# Marx/AML Harvey and Willard



## Grandcheapskate (Jan 5, 2006)

Years ago, I bought some American Line (AML) Harvey and Willard HO slot cars. My understanding is the AML cars were produced from the Marx molds, so they are really Marx bodies.

Did the Marx cars come with drivers? There is no driver with the AML cars, but I can see a slot where (probably) a driver head should be inserted. The only pictures of these cars I saw online show the cars without drivers.

Thanks...Joe


----------



## FullyLoaded (Apr 19, 2006)

The original Marx Harvey and Willard HO slot cars did come with drivers. I assume that the AML versions deleted the drivers to save on cost. Most of the earlier AML ones were scavenged for their chassis as I'm pretty sure they had Tuff Ones T-jet chassis underneath them for most of their run under the American Line reissues. This was due to the fact that the Tuff Ones chassis has wider wheels and tires to fit with the Indy style bodies. Possibly later issues used other chassis that REH had in their warehouse.


----------



## Grandcheapskate (Jan 5, 2006)

FullyLoaded said:


> The original Marx Harvey and Willard HO slot cars did come with drivers. I assume that the AML versions deleted the drivers to save on cost. Most of the earlier AML ones were scavenged for their chassis as I'm pretty sure they had Tuff Ones T-jet chassis underneath them for most of their run under the American Line reissues. This was due to the fact that the Tuff Ones chassis has wider wheels and tires to fit with the Indy style bodies. Possibly later issues used other chassis that REH had in their warehouse.


 Thank you for that confirmation. I'd like to find a driver for the few I have in the display case. I'm sure there is something out there which will work.

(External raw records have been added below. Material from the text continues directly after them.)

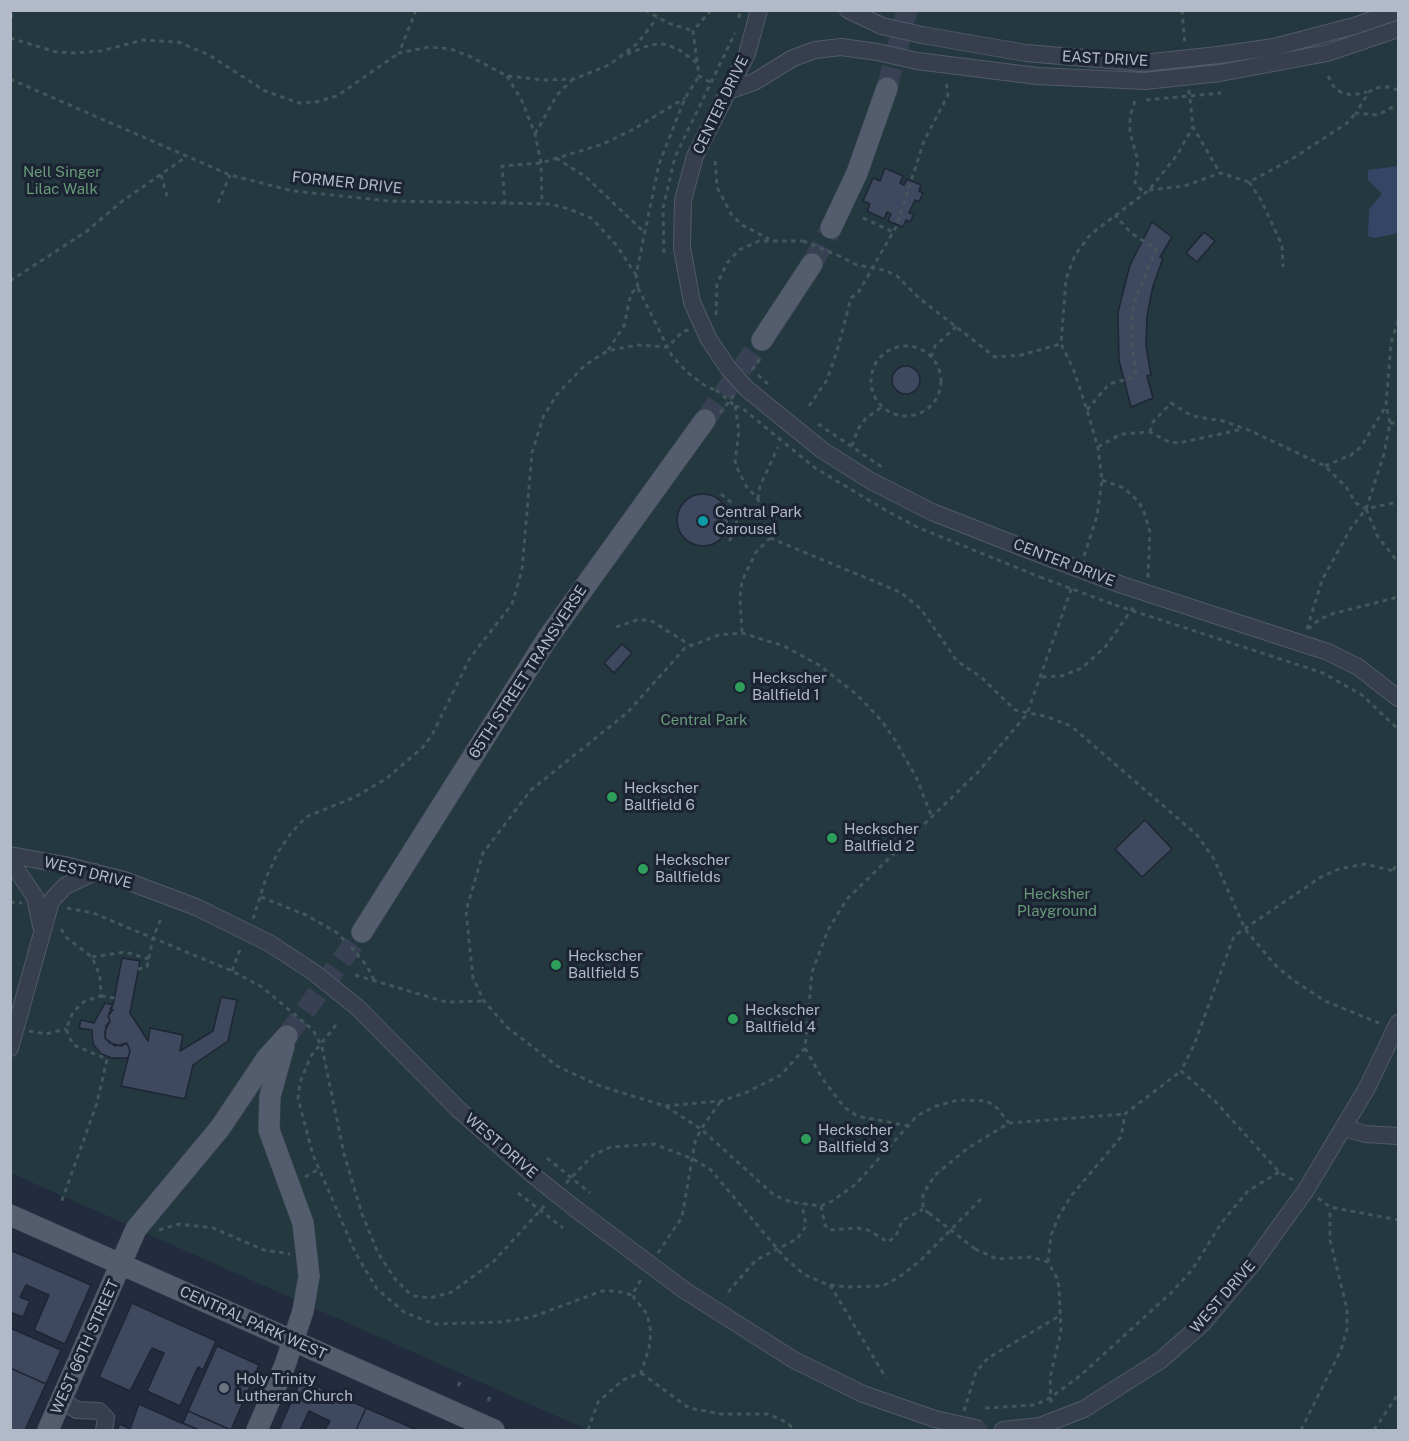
<!DOCTYPE html>
<style>
body{margin:0}
#map{position:relative;width:1409px;height:1441px;overflow:hidden;background:#222c3e;font-family:"Public Sans",sans-serif}
canvas{display:block}
.frame{position:absolute;inset:0;border:12px solid #b2b9c9;pointer-events:none}
</style>
<div id="map">
<canvas width="1409" height="1441"></canvas>
<div class="frame"></div>
</div>
<script>
const ctx = document.querySelector('canvas').getContext('2d');
ctx.lineJoin = 'round';
function fill(path, color) {
  ctx.fillStyle = color;
  ctx.fill(path, 'evenodd');
}
function toPath(rows) {
  const path = new Path2D();
  for (const r of rows) {
    if (r.length === 3) {
      path.moveTo(r[0] + r[2], r[1]);
      path.arc(r[0], r[1], r[2], 0, 2 * Math.PI);
      continue;
    }
    path.moveTo(r[0], r[1]);
    for (let i = 2; i < r.length; i += 2) path.lineTo(r[i], r[i + 1]);
  }
  return path;
}
function trace(path, color, width, dash) {
  ctx.strokeStyle = color;
  ctx.lineWidth = width;
  ctx.lineCap = dash ? 'butt' : 'round';
  ctx.setLineDash(dash || []);
  ctx.stroke(path);
}
function write(font, color, halo, rows, align = 'center') {
  ctx.font = font + ' "Public Sans",sans-serif';
  ctx.lineWidth = 6;
  ctx.setLineDash([]);
  ctx.textBaseline = 'middle';
  ctx.strokeStyle = halo;
  ctx.fillStyle = color;
  for (const [text, x, y, turn = 0] of rows) {
    ctx.save();
    ctx.translate(x, y);
    ctx.rotate((+turn || 0) * Math.PI / 180);
    ctx.textAlign = isNaN(turn) ? turn : align;
    if (halo) ctx.strokeText(text, 0, 0);
    ctx.fillText(text, 0, 0);
    ctx.restore();
  }
}
fill(toPath([
 [11,11,1398,11,1398,1430,588,1430,11,1173]
]), '#24393f');
fill(toPath([
 [1398,166,1398,233,1375,238,1368,236,1369,209,1382,194,1368,180,1368,170]
]), '#354566');
const building = toPath([
 [885,168,903,176,900,183,904,185,907,179,921,185,919,191,923,193,919,202,915,200,909,213,914,214,910,222,906,220,903,227,888,221,891,214,887,212,884,219,867,211,870,204,863,201,873,178,880,181,885,168],
 [1152,222,1172,237,1160,257,1163,258,1153,286,1147,316,1146,346,1151,375,1147,376,1153,398,1131,407,1119,360,1118,312,1130,265,1152,222],
 [1204,232,1215,241,1197,262,1186,253,1204,232],
 [906,380,14],
 [703,520,26],
 [622,644,632,653,614,673,604,663,622,644],
 [1145,820,1172,849,1142,877,1115,849,1145,820],
 [122,958,140,961,130,1013,148,1041,150,1028,183,1035,180,1051,213,1031,221,997,237,1000,228,1041,193,1065,185,1099,121,1086,130,1051,127,1043,121,1046,110,1043,105,1038,105,1031,110,1021,108,1016,113,1010,110,1009,113,1005,122,958],
 [105,1003,113,1005,108,1016,110,1021,106,1026,105,1038,115,1046,127,1043,130,1051,128,1058,112,1058,101,1054,93,1044,92,1030,79,1028,81,1020,94,1023,105,1003],
 [10,1250,91,1285,65,1344,34,1330,49,1295,26,1285,20,1297,30,1301,23,1317,10,1312,10,1250],
 [132,1303,216,1341,203,1370,198,1367,180,1406,147,1391,164,1353,152,1348,130,1391,99,1377,132,1303],
 [10,1328,61,1350,46,1384,10,1368,10,1328],
 [217,1346,259,1365,231,1430,188,1411,217,1346],
 [10,1368,46,1384,25,1430,10,1430,10,1368],
 [301,1379,366,1408,356,1430,325,1430,330,1421,309,1411,300,1430,279,1430,301,1379],
 [139,1404,177,1421,199,1430,117,1430,120,1424,130,1429,139,1404],
 [366,1408,417,1430,356,1430,366,1408],
 [188,1411,231,1430,199,1430,183,1423,188,1411]
]);
fill(building, '#3e485e');
trace(building, '#1e2535', 1.5);
trace(toPath([
 [887,88,907,10],
 [812,264,831,228],
 [705,420,762,340],
 [287,1036,362,932]
]), '#384153', 21, [21, 10]);
const minor = toPath([
 [848,10,882,26],
 [922,35,1026,53,1143,63],
 [1218,55,1274,47,1354,26,1398,11],
 [917,61,1037,76,1145,81],
 [1220,73,1327,53,1398,29],
 [728,91,754,82,793,58,815,50,841,47,877,52],
 [728,368,708,338,692,302,682,248,683,200,695,156,747,54,759,10],
 [747,389,822,450,871,481,932,512,1047,557],
 [1122,585,1328,652,1358,667,1398,698],
 [10,855,65,865,124,880,196,907,269,943,312,971,357,1007,459,1110,533,1175],
 [10,860,35,897,41,926],
 [10,1048,51,901,65,886,95,872],
 [1345,1128,1365,1134,1398,1136],
 [577,1210,684,1290,794,1360,863,1394,935,1419],
 [61,1400,77,1410,99,1411,106,1418,104,1430],
 [1003,1430,1040,1426,1084,1409,1161,1360,1203,1323,1254,1262,1306,1190,1367,1088,1398,1023]
]);
const major = toPath([
 [831,228,857,173,887,88],
 [762,340,812,264],
 [362,932,547,639,705,420],
 [284,1046,270,1096,269,1130,303,1223],
 [10,1215,494,1430],
 [48,1430,136,1229,220,1128,267,1058,287,1036],
 [257,1430,285,1365,303,1311,309,1276]
]);
trace(minor, '#525969', 18);
trace(major, '#404757', 22);
trace(toPath([
 [416,10,399,53,429,47,451,49,471,57,507,76,545,80,574,79,609,65,638,43,657,18],
 [645,10,668,23,693,31],
 [711,10,693,31,699,76,712,83],
 [1182,10,1185,45],
 [739,18,740,10],
 [10,36,12,10],
 [10,38,56,52,75,53,101,51,143,40,178,42,209,55,265,91,299,103,316,102,337,96,399,53],
 [627,54,650,45,663,44,678,49,697,63],
 [507,76,522,101,535,134,541,163,542,204],
 [1328,76,1334,87,1342,93,1352,95,1367,92],
 [10,79,230,175,293,191,389,201,550,204,569,209,591,218,599,226,617,246,636,275],
 [1189,90,1193,127,1220,173],
 [1398,90,1389,87,1375,88,1369,92,1356,113,1378,115,1398,104],
 [1135,101,1130,116,1130,133,1138,161,1135,183,1144,193],
 [535,134,557,95,573,79],
 [556,158,586,177,645,233],
 [715,161,717,187,731,214,742,225,769,239],
 [161,175,167,196],
 [1249,182,1261,200,1282,245,1283,267],
 [1149,190,1185,186,1220,173,1249,182,1292,159,1347,123,1356,113],
 [218,203,230,175],
 [505,204,502,166,541,163,603,144,632,130,685,98],
 [863,218,893,232],
 [664,253,663,208,675,157,735,33],
 [837,255,857,265,884,270,897,276,919,298,995,357,1021,355,1061,344],
 [10,281,87,231,121,202,186,157],
 [638,288,672,356,688,373,707,387,716,390],
 [716,315,717,284,727,263,739,250,759,241,803,241],
 [906,381,35],
 [608,350,624,326,631,293,638,288,636,275,659,164,685,98,699,76],
 [931,357,935,346,957,326],
 [752,370,762,356],
 [758,375,768,384],
 [735,406,742,408,815,468,887,511,917,527,1040,577],
 [735,406,739,431,735,461,737,468,746,486,758,499,770,538],
 [809,406,827,380,837,351,851,298,858,293,896,227,924,141,948,95,946,81],
 [1087,410,1109,384,1132,378,1136,372,1132,345,1132,314,1137,295,1156,249,1131,233,1115,215],
 [720,413,734,395],
 [1390,423,1398,423],
 [818,424,882,467],
 [1150,432,1153,422,1171,403,1192,416,1223,421,1251,431,1325,466,1346,487,1356,503,1366,509,1398,502],
 [852,446,858,429,866,418,882,407],
 [1098,447,1121,434,1150,432,1169,442,1179,443,1243,429],
 [1325,466,1351,455,1361,447,1386,406],
 [1102,480,1124,488,1138,501,1144,512,1150,532,1148,578],
 [721,494,733,504,736,516,763,513],
 [758,499,760,486,778,447],
 [1366,509,1378,537,1398,562],
 [770,538,900,592,921,609,957,661,981,677,1015,710,1048,717,1071,726,1197,835,1214,859,1245,929,1276,966,1293,980,1325,1001,1379,1023],
 [729,541,737,528,736,516],
 [1084,556,1097,516,1102,480,1098,448,1087,410,1073,368,1061,344,1066,279,1075,255,1091,234,1149,190,1177,155,1193,127],
 [1115,605,1323,673,1362,695,1398,729],
 [616,627,637,620,650,620,690,645],
 [1307,629,1322,580,1351,528,1366,509,1384,454,1390,423,1386,406,1391,343,1398,321],
 [1308,629,1320,619,1332,614,1398,597],
 [742,632,740,598,742,581,756,552,770,538],
 [1042,677,1062,676,1082,668,1106,646,1135,605],
 [1393,870,1398,863],
 [261,897,306,915,336,932,347,943],
 [10,902,22,903],
 [67,908,93,913,232,971,262,987,313,1030,322,1047,344,1154,362,1214,378,1253,395,1279,408,1292,415,1296,430,1298,452,1292,494,1261,547,1203],
 [253,919,266,878,278,852,291,833,306,817,355,797,387,778,423,747,432,735,470,658,512,604,522,570,532,453,543,417,558,393,584,366,607,351,637,345,668,347,683,331,690,330],
 [61,929,67,938,92,957,100,976,101,996,85,1001,73,1012,66,1029,73,1045,107,1059,97,1103,61,1203],
 [351,947,367,966,374,980],
 [92,957,125,952,149,959],
 [138,969,147,967,153,938,162,916],
 [232,971,241,947],
 [355,975,446,1002,484,1001],
 [101,996,115,998],
 [336,1025,311,1056,300,1082,298,1098,313,1155,356,1254,377,1289,404,1312,434,1324,502,1322,532,1317,602,1291,616,1291,632,1295,643,1276],
 [29,1031,46,1034,66,1029],
 [805,1048,781,1075,745,1093,721,1101,665,1106,600,1086,557,1066,507,1027,484,1001,473,978,466,911,483,853,531,790,628,712,685,648,719,635,742,633,784,646,819,665,856,694,881,720,895,740,917,779,931,815],
 [720,1102,701,1129,774,1195,791,1202,821,1206,832,1201,856,1184,917,1116,936,1106,958,1100,987,1101,997,1108,1009,1123],
 [909,1126,857,1116,844,1107,822,1078,805,1048,812,972,828,930,847,899,978,772,1027,714,1073,584],
 [305,1177,319,1169],
 [1293,1180,1279,1172,1215,1101,1181,1071,1194,1045,1234,936,1321,877,1339,869,1365,864,1398,872],
 [566,1183,593,1155,611,1147,654,1144,693,1159,711,1170,785,1258,805,1275,826,1284,845,1287,883,1286,902,1275,921,1260,984,1196],
 [1318,1198,1330,1207,1398,1220],
 [821,1206,825,1225,829,1230,857,1228,868,1230,888,1242,896,1236,902,1221,923,1209],
 [929,1213,923,1209,923,1194,935,1175,968,1148,1009,1123,1125,1114],
 [159,1230,179,1224,213,1228,264,1250,290,1254],
 [975,1249,997,1259,1031,1257,1048,1262,1056,1276,1059,1287,1061,1332,1050,1377,1051,1405],
 [658,1253,682,1217,695,1142,701,1129,665,1106],
 [1048,1262,1051,1235,1059,1216,1071,1196,1121,1137,1125,1114,1181,1071],
 [830,1285,886,1378],
 [728,1292,756,1260,797,1239,806,1226,802,1204],
 [641,1373,689,1408,721,1414,768,1414,786,1422,795,1430],
 [458,1386,461,1381],
 [488,1401,491,1395],
 [985,1408,1035,1405,1050,1398,1081,1375,1172,1292,1192,1270,1222,1222,1248,1191,1279,1172],
 [964,1411,976,1372,988,1358,1061,1315],
 [588,1430,598,1402,623,1380,641,1373,649,1348,651,1332,647,1314,632,1295],
 [1301,1430,1341,1350,1347,1329,1347,1309,1330,1240,1330,1208],
 [1374,1430,1398,1394]
]), '#42565c', 3, [4.5, 4.5]);
trace(minor, '#373e4e', 16);
trace(major, '#545d6e', 21);
const minorBridge = toPath([
 [882,26,922,35],
 [877,52,917,61],
 [1143,63,1218,55],
 [1145,81,1220,73],
 [728,368,747,389],
 [1047,557,1122,585],
 [533,1175,577,1210],
 [935,1419,980,1429]
]);
const majorBridge = toPath([
 [303,1223,309,1276]
]);
trace(minorBridge, '#525969', 18, []);
trace(majorBridge, '#404757', 22, []);
trace(toPath([
 [1146,100,1221,93],
 [803,241,837,255],
 [716,390,735,406],
 [1040,577,1115,605],
 [547,1158,590,1193],
 [518,1193,563,1228],
 [929,1213,975,1249]
]), '#42565c', 3, [4.5, 4.5]);
trace(minorBridge, '#373e4e', 16);
trace(majorBridge, '#545d6e', 21);
for (const [x, y, r, color] of [
 [703,521,6,"#0f9aa8"],
 [740,687,6,"#2e9e5b"],
 [612,797,6,"#2e9e5b"],
 [832,838,6,"#2e9e5b"],
 [643,869,6,"#2e9e5b"],
 [556,965,6,"#2e9e5b"],
 [733,1019,6,"#2e9e5b"],
 [806,1139,6,"#2e9e5b"],
 [224,1388,6,"#6b7280"]
]) {
  const dot = new Path2D();
  dot.arc(x, y, r, 0, 2 * Math.PI);
  ctx.fillStyle = color;
  ctx.fill(dot);
  trace(dot, '#1c2333', 2);
}
write('15px', '#b2b9c9', '#1c2333', [
 ["EAST DRIVE",1105,59,3],
 ["CENTER DRIVE",721,105,-64],
 ["FORMER DRIVE",347,183,6],
 ["CENTER DRIVE",1064,563,21],
 ["65TH STREET TRANSVERSE",528,672,-57],
 ["WEST DRIVE",88,873,14],
 ["WEST DRIVE",501,1146,41],
 ["WEST DRIVE",1223,1297,-49],
 ["CENTRAL PARK WEST",253,1323,24],
 ["WEST 66TH STREET",85,1347,-66]
]);
write('15px', '#689b79', '#1c2333', [
 ["Nell Singer",62,172],
 ["Lilac Walk",62,189],
 ["Central Park",704,720],
 ["Hecksher",1057,894],
 ["Playground",1057,911]
]);
write('15px', '#b2b9c9', '#1c2333', [
 ["Central Park",715,512],
 ["Carousel",715,529],
 ["Heckscher",752,678],
 ["Ballfield 1",752,695],
 ["Heckscher",624,788],
 ["Ballfield 6",624,805],
 ["Heckscher",844,829],
 ["Ballfield 2",844,846],
 ["Heckscher",655,860],
 ["Ballfields",655,877],
 ["Heckscher",568,956],
 ["Ballfield 5",568,973],
 ["Heckscher",745,1010],
 ["Ballfield 4",745,1027],
 ["Heckscher",818,1130],
 ["Ballfield 3",818,1147],
 ["Holy Trinity",236,1379],
 ["Lutheran Church",236,1396]
], 'left');
</script>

You are correct about the Tuff Ones chassis. Years ago I made a road trip to REH and purchased (what I believe were) the few remaining Harveys because they appear to have Tuff Ones chassis. I haven't used any of them, but just from external examination they have the wider rear axle and the Tuff Ones crown gear. They came with unattached regular rear hubs as I guess REH ran out of the wider Tuff Ones rears. I need to check the armature to see if they are true Tuff Ones.

Joe


----------



## 60chevyjim (Feb 21, 2008)

I believe that they had to remove the tuffones rear wheels and replace them with standard narrow wheels to clear the wide body by using the wide tuffones rear axel.
the body may work better with a tjet hotrod chassis and wheels


----------